Le débat sur le favoritisme chez Mercedes F1 a conduit James Allison à défendre publiquement la ligne de son écurie autour de George Russell et Kimi Antonelli.
Le favoritisme chez Mercedes F1 balayé par Allison
Directeur technique de Mercedes, James Allison écarte fermement l’idée d’un traitement préférentiel entre ses deux pilotes. Les choix tactiques de l’écurie sont observés de près depuis plusieurs courses, tandis que les duels entre George Russell et Kimi Antonelli nourrissent à la fois l’intérêt du paddock et les soupçons d’une partie des supporters.
La polémique a pris de l’ampleur après le GP de Monaco, avec un courriel anonyme accusant l’équipe d’avoir mal géré plusieurs échanges radio et décisions de course autour de Russell. Le message évoquait notamment des consignes jugées incomplètes sous safety car, une confusion autour d’une pénalité et une intervention de Toto Wolff à la radio pour repousser la discussion à plus tard.
D’autres épisodes étaient également cités, en Chine, au Japon, à Miami et au Canada. Les griefs portaient sur la fiabilité, les réglages, la stratégie ou encore la gestion logicielle, avec une même accusation en filigrane : Mercedes commencerait à privilégier un pilote au détriment de l’autre.
La priorité reste le championnat constructeurs
Allison répond en mettant en avant la culture d’équipe. À ses yeux, l’idée même de favoritisme ne correspond pas au fonctionnement interne de Mercedes. « Les gens sont très investis dans les personnes qu’ils soutiennent et veulent que leur pilote réussisse avant tous les autres », explique-t-il dans l’émission Nu Silver Arrows Radio Show de l’équipe.
Le Britannique insiste surtout sur un principe simple : l’écurie a intérêt à voir ses deux monoplaces marquer le plus de points possible. « Nous voulons un doublé à chaque course et l’ordre nous importe peu », résume-t-il. Une seule exception est admise, dans un scénario de championnat très avancé, si un pilote ne peut plus être titré mathématiquement tandis que l’autre lutte encore contre un rival extérieur à l’équipe.

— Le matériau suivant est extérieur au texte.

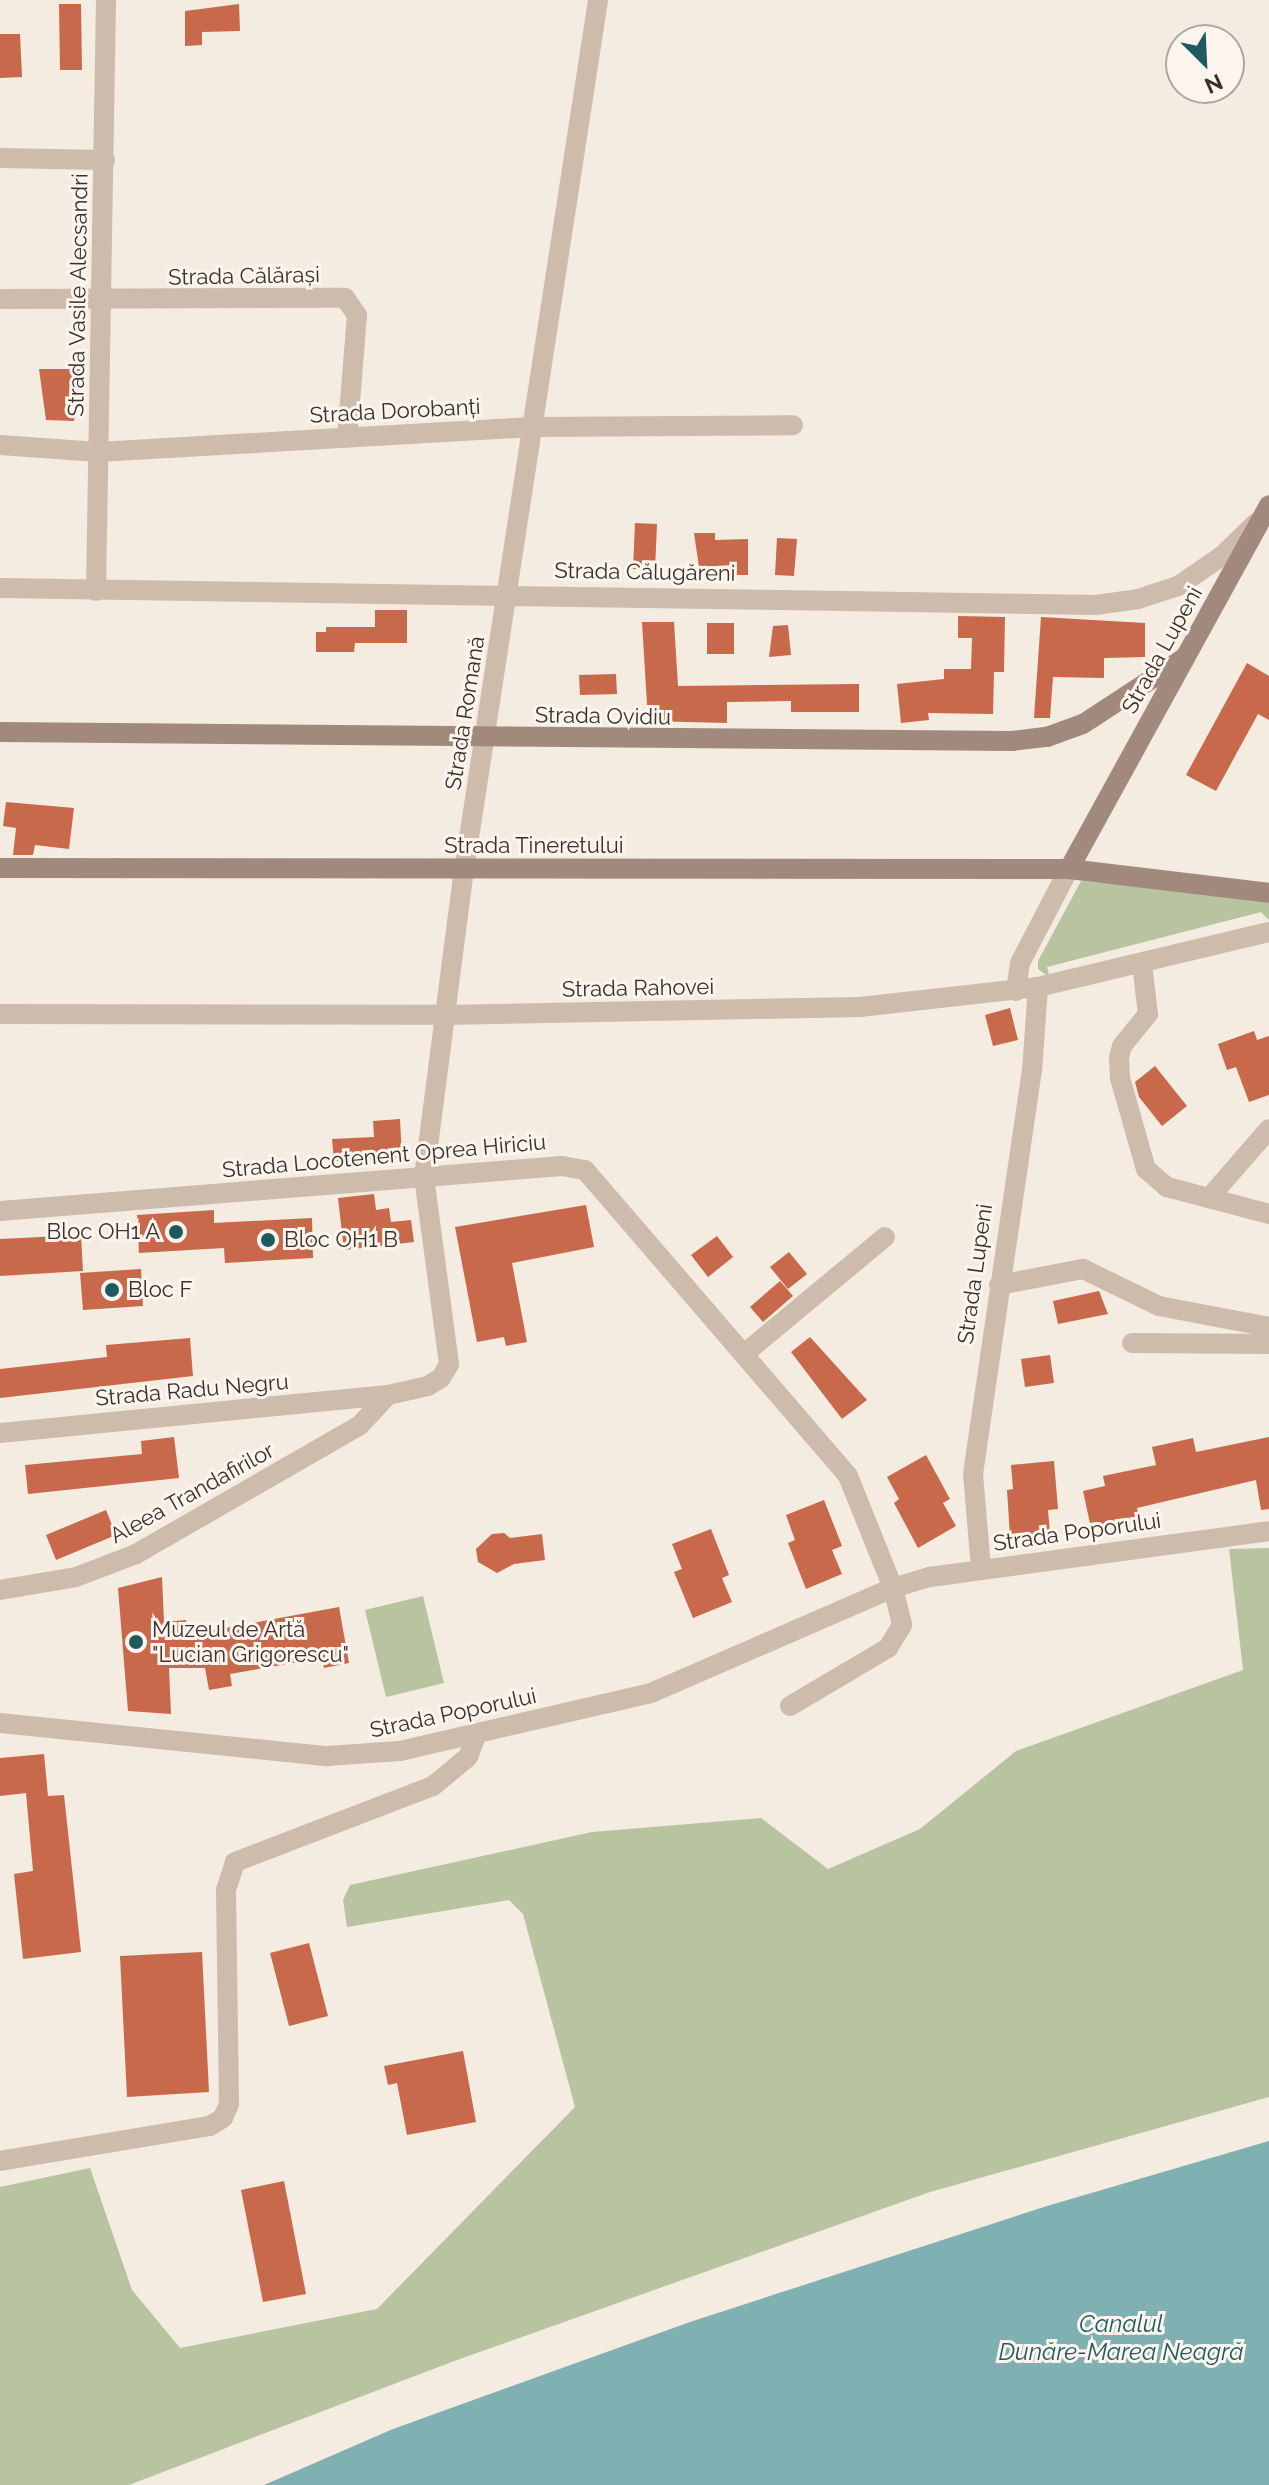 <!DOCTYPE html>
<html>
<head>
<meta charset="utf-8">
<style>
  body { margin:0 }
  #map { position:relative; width:1269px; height:2485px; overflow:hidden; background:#f4ebe1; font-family:Raleway,sans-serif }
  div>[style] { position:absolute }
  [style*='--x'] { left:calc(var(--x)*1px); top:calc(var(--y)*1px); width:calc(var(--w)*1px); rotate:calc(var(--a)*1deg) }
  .green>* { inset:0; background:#b8c4a0 }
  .water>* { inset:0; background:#7fb0b2 }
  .building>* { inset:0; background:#c8694b }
  .minor>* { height:20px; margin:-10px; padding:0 10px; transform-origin:10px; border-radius:10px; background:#cdbbac }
  .secondary>* { height:20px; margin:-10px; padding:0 10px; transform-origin:10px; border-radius:10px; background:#a18a7d }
  .dots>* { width:22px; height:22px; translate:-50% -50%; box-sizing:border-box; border:4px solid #fbf5ee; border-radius:50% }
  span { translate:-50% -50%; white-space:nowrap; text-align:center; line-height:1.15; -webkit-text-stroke:6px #fbf5ee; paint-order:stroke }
  .street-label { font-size:22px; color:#3b302b }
  .poi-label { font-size:22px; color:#3b302b }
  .right { translate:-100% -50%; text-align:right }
  .left { translate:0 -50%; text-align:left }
  .water-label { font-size:24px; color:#1f5a5e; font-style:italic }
  .north { position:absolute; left:1165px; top:24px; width:80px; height:80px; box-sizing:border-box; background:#fbf5ee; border:2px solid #aea6a0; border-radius:50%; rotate:156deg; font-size:22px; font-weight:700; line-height:32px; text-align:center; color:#3b302b }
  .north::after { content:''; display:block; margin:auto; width:28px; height:36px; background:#1f5a5e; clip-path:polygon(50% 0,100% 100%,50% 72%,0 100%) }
</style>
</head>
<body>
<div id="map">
  <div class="green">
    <i style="clip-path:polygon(1081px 881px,1269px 899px,1269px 920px,1261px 912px,1047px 967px,1050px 978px,1038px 969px,1038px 961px)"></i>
    <i style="clip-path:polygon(1269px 1548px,1269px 2097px,930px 2192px,457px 2360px,129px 2485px,0 2485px,0 2187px,90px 2168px,132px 2290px,180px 2348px,377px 2309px,575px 2107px,523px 1914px,509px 1900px,347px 1927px,343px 1900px,350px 1885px,592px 1832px,761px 1818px,828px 1869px,920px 1829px,1016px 1751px,1243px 1670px,1229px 1549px)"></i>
    <i style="clip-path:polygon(423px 1596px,444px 1683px,386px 1697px,365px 1610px)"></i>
  </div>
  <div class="water">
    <i style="clip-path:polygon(1269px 2141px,1269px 2485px,264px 2485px,393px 2429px,690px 2322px,1047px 2206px)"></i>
  </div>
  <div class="building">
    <i style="clip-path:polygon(59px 4px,81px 4px,82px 70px,60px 70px)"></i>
    <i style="clip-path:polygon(239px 4px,240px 31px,202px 32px,202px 45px,185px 46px,185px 11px)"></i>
    <i style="clip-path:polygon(0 34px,20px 34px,22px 77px,0 78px)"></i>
    <i style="clip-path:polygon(39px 369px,82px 369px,74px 421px,46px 420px)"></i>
    <i style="clip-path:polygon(635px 523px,657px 524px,655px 570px,633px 569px)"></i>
    <i style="clip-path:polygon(694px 533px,715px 533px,715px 540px,748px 539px,748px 575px,732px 575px,732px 565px,699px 567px)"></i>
    <i style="clip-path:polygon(777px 538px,797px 539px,794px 576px,775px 575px)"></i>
    <i style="clip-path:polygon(375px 610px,407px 610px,407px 643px,355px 643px,354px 652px,316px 652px,316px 632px,326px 632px,326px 627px,375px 627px)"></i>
    <i style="clip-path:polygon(958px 616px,1005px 617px,1004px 672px,994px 672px,993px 714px,928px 713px,929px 720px,901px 723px,897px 684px,944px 679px,944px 669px,971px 669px,972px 638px,958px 638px)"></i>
    <i style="clip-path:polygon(1041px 617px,1145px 623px,1145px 657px,1104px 658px,1104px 678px,1053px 677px,1050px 718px,1034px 718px)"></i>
    <i style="clip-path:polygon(642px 622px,674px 622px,678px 686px,859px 684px,859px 712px,791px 712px,791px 701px,727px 702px,727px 723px,648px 721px)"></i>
    <i style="clip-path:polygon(707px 623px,734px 623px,734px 654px,707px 654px)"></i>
    <i style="clip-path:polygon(788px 625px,791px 655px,769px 657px,773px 626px)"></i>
    <i style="clip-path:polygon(1247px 663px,1269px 676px,1269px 720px,1258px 714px,1216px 791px,1186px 775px)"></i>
    <i style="clip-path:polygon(616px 674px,617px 694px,580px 695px,579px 675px)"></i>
    <i style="clip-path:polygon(6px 802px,74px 808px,69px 849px,35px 845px,33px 855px,13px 855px,16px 828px,3px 826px)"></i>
    <i style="clip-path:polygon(1010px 1008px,1018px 1040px,993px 1046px,985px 1015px)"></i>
    <i style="clip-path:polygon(1254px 1031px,1257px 1040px,1269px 1036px,1269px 1095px,1249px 1102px,1236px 1067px,1227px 1070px,1218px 1044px)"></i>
    <i style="clip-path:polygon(1155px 1066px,1187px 1106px,1162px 1126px,1139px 1097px,1135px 1082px)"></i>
    <i style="clip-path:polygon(400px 1119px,402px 1158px,334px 1161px,332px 1139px,374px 1137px,373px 1121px)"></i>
    <i style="clip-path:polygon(374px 1194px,376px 1210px,389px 1208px,391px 1222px,411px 1220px,414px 1242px,344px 1250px,338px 1198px)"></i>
    <i style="clip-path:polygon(586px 1205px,594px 1247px,512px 1263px,527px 1342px,506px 1346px,504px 1337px,477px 1342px,455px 1227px)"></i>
    <i style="clip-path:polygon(214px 1210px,214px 1223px,312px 1218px,313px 1258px,225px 1263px,224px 1248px,139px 1253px,137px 1215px)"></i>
    <i style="clip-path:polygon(81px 1235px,83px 1271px,0 1276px,0 1239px)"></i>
    <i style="clip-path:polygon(717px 1236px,733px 1257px,708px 1277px,691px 1255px)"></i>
    <i style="clip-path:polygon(789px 1252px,807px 1274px,788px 1289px,770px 1267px)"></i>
    <i style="clip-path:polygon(141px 1269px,143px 1306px,83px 1310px,80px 1273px)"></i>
    <i style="clip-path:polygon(780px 1281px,793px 1296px,763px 1322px,750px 1307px)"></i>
    <i style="clip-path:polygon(1099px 1291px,1108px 1314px,1058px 1324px,1053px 1301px)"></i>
    <i style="clip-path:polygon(810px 1337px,867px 1400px,842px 1419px,791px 1352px)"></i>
    <i style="clip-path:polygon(190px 1338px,193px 1376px,0 1398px,0 1369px,107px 1357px,106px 1345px)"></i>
    <i style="clip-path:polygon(1050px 1355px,1054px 1383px,1025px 1387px,1021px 1359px)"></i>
    <i style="clip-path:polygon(174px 1437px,179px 1478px,28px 1494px,25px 1465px,142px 1454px,141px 1441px)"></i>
    <i style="clip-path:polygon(1269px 1437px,1269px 1509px,1261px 1510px,1256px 1480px,1137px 1508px,1139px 1517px,1091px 1528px,1083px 1491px,1105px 1486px,1103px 1476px,1156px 1465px,1152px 1447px,1193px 1438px,1196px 1452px)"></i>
    <i style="clip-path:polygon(926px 1455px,950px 1499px,943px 1503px,956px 1526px,918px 1548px,894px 1503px,899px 1499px,887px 1477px)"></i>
    <i style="clip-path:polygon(1054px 1461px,1058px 1509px,1048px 1510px,1050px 1533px,1010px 1537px,1007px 1490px,1013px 1489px,1011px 1465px)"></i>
    <i style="clip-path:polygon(824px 1500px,842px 1546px,832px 1550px,842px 1574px,806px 1589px,788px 1543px,795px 1540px,786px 1515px)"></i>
    <i style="clip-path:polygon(106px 1510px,116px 1535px,56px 1560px,46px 1535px)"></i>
    <i style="clip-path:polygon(711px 1529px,729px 1575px,722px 1578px,732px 1602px,693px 1618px,674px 1572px,682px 1569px,672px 1544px)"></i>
    <i style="clip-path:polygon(504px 1533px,510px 1538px,542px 1534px,545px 1560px,514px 1564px,497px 1573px,478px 1562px,476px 1549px,492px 1534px)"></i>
    <i style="clip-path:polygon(162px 1577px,164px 1622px,186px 1620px,188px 1635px,339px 1607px,349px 1663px,324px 1668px,322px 1658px,230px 1674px,232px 1686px,209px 1690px,205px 1668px,169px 1668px,171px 1714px,128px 1711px,118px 1588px)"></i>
    <i style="clip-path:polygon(44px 1754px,48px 1796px,64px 1795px,81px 1952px,23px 1959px,14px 1874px,33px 1871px,26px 1793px,0 1796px,0 1758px)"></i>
    <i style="clip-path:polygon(309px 1943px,328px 2016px,289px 2026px,270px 1953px)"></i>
    <i style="clip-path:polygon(202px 1952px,209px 2092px,127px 2097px,120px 1956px)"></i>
    <i style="clip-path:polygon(463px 2051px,476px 2122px,407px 2135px,397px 2083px,388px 2085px,384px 2066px)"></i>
    <i style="clip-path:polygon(284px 2181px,306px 2294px,263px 2302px,241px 2190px)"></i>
  </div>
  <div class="minor">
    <i style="--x:0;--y:158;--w:105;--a:1.1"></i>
    <i style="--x:0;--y:299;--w:345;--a:-0.2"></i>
    <i style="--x:345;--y:298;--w:21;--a:55"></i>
    <i style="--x:357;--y:315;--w:123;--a:94.6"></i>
    <i style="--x:0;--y:445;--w:98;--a:4.1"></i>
    <i style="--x:98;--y:452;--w:436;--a:-3.3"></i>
    <i style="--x:533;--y:427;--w:260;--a:-0.4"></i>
    <i style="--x:0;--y:588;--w:1096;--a:0.89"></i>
    <i style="--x:1096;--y:605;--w:42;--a:-8.1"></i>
    <i style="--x:1138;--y:599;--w:42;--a:-18"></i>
    <i style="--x:1178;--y:586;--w:53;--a:-34.3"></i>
    <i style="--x:1222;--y:556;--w:47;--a:-44.1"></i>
    <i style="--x:96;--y:591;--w:591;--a:-89.03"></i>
    <i style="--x:1142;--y:964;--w:50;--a:83.2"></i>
    <i style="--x:1148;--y:1014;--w:41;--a:129.1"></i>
    <i style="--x:1122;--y:1046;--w:12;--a:104"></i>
    <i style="--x:1119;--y:1058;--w:20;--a:87"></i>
    <i style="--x:1120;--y:1078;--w:95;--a:74.1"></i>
    <i style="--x:1146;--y:1169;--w:28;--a:41"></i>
    <i style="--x:1167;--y:1187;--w:106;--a:14.8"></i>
    <i style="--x:1016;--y:991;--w:28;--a:-82"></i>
    <i style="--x:1020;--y:963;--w:106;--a:-62.5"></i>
    <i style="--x:0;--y:1014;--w:443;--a:0.1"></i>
    <i style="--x:443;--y:1015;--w:417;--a:-1.1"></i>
    <i style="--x:860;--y:1007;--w:179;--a:-6.4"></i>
    <i style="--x:1038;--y:987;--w:237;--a:-13.4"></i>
    <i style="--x:1209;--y:1198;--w:91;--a:-49"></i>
    <i style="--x:0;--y:1211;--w:564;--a:-4.58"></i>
    <i style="--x:562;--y:1166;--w:23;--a:10"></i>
    <i style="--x:585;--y:1170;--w:403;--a:49.3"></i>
    <i style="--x:848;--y:1476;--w:121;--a:68.1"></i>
    <i style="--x:893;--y:1588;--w:38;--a:76"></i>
    <i style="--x:902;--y:1625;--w:27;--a:121"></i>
    <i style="--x:888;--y:1648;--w:114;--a:149.4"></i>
    <i style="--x:999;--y:1285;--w:86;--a:-10.8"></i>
    <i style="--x:1083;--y:1269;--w:85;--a:26"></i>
    <i style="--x:1159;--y:1306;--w:112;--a:10.8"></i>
    <i style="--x:1132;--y:1343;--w:137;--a:0.4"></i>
    <i style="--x:744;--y:1354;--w:183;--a:-39.7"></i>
    <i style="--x:0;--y:1433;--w:390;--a:-5.6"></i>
    <i style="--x:388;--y:1395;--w:41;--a:-12.7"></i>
    <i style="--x:428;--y:1386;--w:15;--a:-32"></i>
    <i style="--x:441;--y:1378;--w:16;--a:-60"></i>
    <i style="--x:449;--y:1364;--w:189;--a:-97.6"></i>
    <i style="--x:424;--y:1177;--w:310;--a:-82.6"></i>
    <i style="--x:464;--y:870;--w:880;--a:-81.24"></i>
    <i style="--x:981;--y:1569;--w:95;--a:-94.8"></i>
    <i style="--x:973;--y:1474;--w:407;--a:-81.7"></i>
    <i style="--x:1032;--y:1071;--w:84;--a:-85.9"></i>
    <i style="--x:0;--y:1590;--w:77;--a:-9.7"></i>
    <i style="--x:76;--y:1577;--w:64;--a:-21"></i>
    <i style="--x:136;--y:1554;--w:258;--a:-29.9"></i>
    <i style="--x:360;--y:1425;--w:41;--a:-47"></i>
    <i style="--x:0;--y:1723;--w:329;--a:5.8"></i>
    <i style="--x:327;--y:1756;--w:73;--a:-3.9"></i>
    <i style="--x:400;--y:1751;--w:258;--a:-13"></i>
    <i style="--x:651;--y:1693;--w:264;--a:-23.5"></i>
    <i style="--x:893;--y:1588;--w:39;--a:-17"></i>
    <i style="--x:930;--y:1577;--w:342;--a:-7.7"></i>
    <i style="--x:0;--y:2161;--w:213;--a:-9.5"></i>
    <i style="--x:210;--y:2126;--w:15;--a:-32"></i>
    <i style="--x:223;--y:2118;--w:15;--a:-67"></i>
    <i style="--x:229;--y:2104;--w:214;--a:-90.8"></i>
    <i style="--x:226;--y:1890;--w:29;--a:-72"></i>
    <i style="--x:235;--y:1862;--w:212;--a:-21"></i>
    <i style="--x:433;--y:1786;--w:45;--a:-39.6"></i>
    <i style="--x:468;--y:1757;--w:25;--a:-69"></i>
  </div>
  <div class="secondary">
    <i style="--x:0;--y:732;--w:1012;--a:0.51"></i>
    <i style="--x:1012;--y:741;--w:35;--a:-7"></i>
    <i style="--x:1047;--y:737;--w:38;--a:-20"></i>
    <i style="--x:1083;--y:724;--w:121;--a:-33.2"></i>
    <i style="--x:0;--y:868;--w:1069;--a:0.05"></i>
    <i style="--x:1069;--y:869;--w:201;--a:6.8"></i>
    <i style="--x:1069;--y:869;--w:415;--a:-61.2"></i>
  </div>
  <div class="dots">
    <i style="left:176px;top:1232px;background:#1f5a5e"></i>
    <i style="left:268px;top:1240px;background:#1f5a5e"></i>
    <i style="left:112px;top:1290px;background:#1f5a5e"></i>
    <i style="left:136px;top:1642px;background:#1f5a5e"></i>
  </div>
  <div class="street-label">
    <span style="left:244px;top:276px;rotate:-1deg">Strada Călărași</span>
    <span style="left:78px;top:295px;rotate:-89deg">Strada Vasile Alecsandri</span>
    <span style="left:395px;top:411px;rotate:-3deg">Strada Dorobanți</span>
    <span style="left:645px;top:572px;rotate:1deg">Strada Călugăreni</span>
    <span style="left:1162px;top:650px;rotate:-61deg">Strada Lupeni</span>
    <span style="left:465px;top:713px;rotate:-81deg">Strada Romană</span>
    <span style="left:603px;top:716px;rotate:1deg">Strada Ovidiu</span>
    <span style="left:534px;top:846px">Strada Tineretului</span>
    <span style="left:638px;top:988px;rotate:-1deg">Strada Rahovei</span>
    <span style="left:384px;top:1156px;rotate:-5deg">Strada Locotenent Oprea Hiriciu</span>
    <span style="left:975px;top:1274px;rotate:-82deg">Strada Lupeni</span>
    <span style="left:192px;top:1390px;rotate:-5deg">Strada Radu Negru</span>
    <span style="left:192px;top:1493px;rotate:-29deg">Aleea Trandafirilor</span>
    <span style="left:1077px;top:1532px;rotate:-8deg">Strada Poporului</span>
    <span style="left:453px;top:1713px;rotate:-12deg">Strada Poporului</span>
  </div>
  <div class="poi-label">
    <span class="right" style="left:160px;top:1232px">Bloc OH1 A</span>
    <span class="left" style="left:284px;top:1240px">Bloc OH1 B</span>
    <span class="left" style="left:128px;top:1290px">Bloc F</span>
    <span class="left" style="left:152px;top:1642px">Muzeul de Artă<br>"Lucian Grigorescu"</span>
  </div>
  <div class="water-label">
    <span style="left:1121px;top:2338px">Canalul<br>Dunăre-Marea Neagră</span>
  </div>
  <div class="north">N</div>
</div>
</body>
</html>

Cette logique renvoie au cœur économique et sportif de la F1 moderne. Pour Mercedes, la référence demeure le championnat constructeurs, celui qui récompense directement la performance globale de l’écurie. Allison le dit sans détour : tout ce qui compte est orienté vers les constructeurs, et favoriser un seul pilote n’aurait « aucun sens » dans cette perspective.
Dans un contexte où chaque arrêt, chaque consigne et chaque choix de pneus est décortiqué, Mercedes cherche donc à refermer le débat. Le message d’Allison est limpide : Russell et Antonelli doivent rester tous les deux devant, car c’est là que se joue le vrai capital sportif de l’équipe.